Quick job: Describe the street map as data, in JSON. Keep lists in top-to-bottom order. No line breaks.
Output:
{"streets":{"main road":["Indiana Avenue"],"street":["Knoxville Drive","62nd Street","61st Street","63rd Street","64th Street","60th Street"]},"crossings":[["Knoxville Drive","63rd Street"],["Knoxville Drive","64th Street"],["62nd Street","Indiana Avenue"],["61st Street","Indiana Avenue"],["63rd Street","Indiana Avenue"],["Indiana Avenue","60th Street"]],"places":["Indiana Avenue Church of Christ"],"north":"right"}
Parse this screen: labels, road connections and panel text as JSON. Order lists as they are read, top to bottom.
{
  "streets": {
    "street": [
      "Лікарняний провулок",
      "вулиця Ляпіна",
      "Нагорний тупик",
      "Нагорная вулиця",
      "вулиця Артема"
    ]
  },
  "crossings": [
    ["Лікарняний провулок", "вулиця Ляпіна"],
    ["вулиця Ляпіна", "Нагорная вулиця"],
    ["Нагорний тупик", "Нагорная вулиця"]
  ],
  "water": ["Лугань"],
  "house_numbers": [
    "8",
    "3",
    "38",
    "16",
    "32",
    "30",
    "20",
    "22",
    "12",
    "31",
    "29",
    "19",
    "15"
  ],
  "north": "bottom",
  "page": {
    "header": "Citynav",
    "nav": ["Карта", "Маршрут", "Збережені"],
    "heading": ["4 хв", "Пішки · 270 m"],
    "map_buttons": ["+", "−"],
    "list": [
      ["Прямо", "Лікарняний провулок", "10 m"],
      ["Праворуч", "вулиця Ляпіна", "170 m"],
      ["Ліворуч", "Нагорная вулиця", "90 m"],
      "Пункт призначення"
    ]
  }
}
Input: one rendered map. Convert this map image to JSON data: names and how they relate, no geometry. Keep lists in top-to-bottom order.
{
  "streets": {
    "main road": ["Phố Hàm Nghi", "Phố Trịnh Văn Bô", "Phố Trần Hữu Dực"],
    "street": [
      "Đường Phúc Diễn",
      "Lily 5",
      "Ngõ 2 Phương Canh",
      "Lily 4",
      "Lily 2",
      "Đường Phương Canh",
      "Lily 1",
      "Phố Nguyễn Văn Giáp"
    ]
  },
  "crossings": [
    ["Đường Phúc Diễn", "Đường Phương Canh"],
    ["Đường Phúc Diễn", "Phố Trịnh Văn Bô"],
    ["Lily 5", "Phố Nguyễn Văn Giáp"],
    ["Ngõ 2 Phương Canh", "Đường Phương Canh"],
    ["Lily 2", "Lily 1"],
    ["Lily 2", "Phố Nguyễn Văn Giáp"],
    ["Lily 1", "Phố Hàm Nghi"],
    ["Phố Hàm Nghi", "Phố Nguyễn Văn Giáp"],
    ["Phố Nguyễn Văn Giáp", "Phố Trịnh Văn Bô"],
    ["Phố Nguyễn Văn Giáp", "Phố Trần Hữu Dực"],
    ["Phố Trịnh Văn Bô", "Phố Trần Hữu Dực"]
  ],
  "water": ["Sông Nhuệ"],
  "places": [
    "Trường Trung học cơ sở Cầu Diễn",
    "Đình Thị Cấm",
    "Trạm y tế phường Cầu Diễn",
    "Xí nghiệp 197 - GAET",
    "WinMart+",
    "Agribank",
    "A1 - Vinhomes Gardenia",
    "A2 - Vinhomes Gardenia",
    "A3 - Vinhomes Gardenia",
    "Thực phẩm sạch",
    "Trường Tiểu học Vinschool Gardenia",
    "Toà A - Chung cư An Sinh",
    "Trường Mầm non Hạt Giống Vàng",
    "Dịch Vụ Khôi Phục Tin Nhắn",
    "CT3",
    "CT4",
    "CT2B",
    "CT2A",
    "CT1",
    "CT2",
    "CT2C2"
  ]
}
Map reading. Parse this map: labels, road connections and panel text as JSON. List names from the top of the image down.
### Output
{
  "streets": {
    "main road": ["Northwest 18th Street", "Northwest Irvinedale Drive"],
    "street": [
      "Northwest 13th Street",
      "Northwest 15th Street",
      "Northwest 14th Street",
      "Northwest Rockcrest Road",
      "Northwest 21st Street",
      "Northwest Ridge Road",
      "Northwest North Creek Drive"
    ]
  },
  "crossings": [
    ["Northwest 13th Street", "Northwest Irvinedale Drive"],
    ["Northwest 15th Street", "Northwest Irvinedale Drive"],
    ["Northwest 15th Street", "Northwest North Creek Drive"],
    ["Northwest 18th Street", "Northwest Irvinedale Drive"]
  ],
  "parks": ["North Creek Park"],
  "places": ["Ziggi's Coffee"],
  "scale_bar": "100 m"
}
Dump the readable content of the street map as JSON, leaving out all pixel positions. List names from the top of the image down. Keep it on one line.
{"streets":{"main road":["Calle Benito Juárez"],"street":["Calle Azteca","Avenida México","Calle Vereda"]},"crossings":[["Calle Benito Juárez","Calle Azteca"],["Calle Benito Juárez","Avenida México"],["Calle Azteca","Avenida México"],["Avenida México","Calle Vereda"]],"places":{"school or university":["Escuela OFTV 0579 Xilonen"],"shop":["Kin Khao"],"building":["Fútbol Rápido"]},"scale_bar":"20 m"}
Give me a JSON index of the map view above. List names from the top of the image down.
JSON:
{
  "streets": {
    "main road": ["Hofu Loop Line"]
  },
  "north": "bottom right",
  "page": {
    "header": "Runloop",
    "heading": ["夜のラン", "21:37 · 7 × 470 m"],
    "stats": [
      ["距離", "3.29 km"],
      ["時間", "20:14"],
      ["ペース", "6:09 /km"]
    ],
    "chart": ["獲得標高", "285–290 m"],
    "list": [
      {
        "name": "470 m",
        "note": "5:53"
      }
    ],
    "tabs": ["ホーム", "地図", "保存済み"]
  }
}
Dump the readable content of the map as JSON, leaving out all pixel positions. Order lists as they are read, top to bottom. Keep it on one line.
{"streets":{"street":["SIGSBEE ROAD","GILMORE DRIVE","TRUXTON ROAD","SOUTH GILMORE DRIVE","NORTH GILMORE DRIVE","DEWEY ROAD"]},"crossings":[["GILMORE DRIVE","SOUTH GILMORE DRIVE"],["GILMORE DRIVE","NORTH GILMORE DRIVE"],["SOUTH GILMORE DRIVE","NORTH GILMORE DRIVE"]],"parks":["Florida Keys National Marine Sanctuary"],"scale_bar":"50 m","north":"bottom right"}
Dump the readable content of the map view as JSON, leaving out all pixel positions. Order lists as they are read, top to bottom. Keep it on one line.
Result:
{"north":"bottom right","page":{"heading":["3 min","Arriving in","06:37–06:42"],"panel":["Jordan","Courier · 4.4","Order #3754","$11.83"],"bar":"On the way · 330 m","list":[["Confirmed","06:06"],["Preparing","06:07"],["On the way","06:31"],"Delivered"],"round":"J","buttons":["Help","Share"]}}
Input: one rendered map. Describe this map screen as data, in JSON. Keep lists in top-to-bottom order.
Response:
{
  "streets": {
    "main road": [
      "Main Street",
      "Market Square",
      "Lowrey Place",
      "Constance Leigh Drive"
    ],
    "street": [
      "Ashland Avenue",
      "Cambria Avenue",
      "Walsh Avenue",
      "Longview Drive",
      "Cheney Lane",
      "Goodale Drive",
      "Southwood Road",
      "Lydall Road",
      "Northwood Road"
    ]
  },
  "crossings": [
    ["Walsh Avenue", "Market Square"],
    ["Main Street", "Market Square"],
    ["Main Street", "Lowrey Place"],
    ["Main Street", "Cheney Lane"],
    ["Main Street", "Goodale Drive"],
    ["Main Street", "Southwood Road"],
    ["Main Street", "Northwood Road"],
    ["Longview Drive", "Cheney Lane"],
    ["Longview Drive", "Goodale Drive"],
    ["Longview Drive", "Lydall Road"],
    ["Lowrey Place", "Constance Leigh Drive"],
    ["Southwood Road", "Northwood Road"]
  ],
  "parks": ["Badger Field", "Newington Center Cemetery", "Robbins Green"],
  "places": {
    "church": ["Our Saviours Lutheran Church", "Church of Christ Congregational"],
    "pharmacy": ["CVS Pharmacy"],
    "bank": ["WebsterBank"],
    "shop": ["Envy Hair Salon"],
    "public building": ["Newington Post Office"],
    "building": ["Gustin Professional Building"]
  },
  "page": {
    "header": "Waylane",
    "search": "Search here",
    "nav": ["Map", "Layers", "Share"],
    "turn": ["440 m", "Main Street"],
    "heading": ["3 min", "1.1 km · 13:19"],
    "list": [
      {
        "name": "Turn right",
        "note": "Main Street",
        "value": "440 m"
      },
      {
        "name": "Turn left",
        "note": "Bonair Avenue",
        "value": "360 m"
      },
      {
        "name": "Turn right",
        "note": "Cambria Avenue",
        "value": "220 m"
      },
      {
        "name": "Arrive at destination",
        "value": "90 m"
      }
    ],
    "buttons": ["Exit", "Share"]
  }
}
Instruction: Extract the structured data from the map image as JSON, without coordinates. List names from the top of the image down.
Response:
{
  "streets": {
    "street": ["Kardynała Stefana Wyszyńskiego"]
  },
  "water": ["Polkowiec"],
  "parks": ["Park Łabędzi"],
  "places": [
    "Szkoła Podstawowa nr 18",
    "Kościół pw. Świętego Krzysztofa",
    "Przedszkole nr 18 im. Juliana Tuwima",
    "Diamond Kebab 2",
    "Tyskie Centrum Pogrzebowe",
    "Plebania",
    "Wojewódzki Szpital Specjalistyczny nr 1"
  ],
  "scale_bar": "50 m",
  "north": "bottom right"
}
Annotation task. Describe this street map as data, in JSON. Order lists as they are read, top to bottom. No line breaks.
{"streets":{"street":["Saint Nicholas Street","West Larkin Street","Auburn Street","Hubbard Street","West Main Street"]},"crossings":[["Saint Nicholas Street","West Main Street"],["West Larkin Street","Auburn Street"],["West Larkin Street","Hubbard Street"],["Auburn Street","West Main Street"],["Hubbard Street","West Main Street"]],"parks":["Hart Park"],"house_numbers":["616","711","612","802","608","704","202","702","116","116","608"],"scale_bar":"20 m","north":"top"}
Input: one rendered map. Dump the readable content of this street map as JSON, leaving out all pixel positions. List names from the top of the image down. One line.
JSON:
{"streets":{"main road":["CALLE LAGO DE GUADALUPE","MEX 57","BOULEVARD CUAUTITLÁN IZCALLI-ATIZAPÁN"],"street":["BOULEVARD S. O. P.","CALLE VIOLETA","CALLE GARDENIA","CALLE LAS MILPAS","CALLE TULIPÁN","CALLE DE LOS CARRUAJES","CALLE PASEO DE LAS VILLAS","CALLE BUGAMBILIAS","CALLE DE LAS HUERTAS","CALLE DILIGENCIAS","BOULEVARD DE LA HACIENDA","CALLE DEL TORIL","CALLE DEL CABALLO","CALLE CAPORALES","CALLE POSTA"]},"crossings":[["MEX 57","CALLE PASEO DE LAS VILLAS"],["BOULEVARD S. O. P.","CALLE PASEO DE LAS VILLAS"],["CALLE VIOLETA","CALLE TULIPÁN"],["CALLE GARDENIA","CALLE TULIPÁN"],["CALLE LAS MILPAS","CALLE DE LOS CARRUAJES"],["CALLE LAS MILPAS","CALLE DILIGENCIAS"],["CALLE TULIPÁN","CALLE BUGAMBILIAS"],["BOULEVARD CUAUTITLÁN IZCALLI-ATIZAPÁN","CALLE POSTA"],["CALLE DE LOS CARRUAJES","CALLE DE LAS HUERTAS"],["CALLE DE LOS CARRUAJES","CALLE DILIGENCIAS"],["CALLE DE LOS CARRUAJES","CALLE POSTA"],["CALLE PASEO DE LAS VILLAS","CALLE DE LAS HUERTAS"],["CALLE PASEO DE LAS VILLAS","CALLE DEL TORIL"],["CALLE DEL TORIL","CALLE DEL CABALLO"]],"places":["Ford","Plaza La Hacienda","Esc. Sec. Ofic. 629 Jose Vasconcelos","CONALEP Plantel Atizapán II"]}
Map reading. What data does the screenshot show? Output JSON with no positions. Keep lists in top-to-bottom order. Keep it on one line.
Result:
● ● ● ●
§ **Problem to solve**:
Once you have checked each line above for the string "reading", state how many lines contain it and add nothing more.

§ **Task output**:
2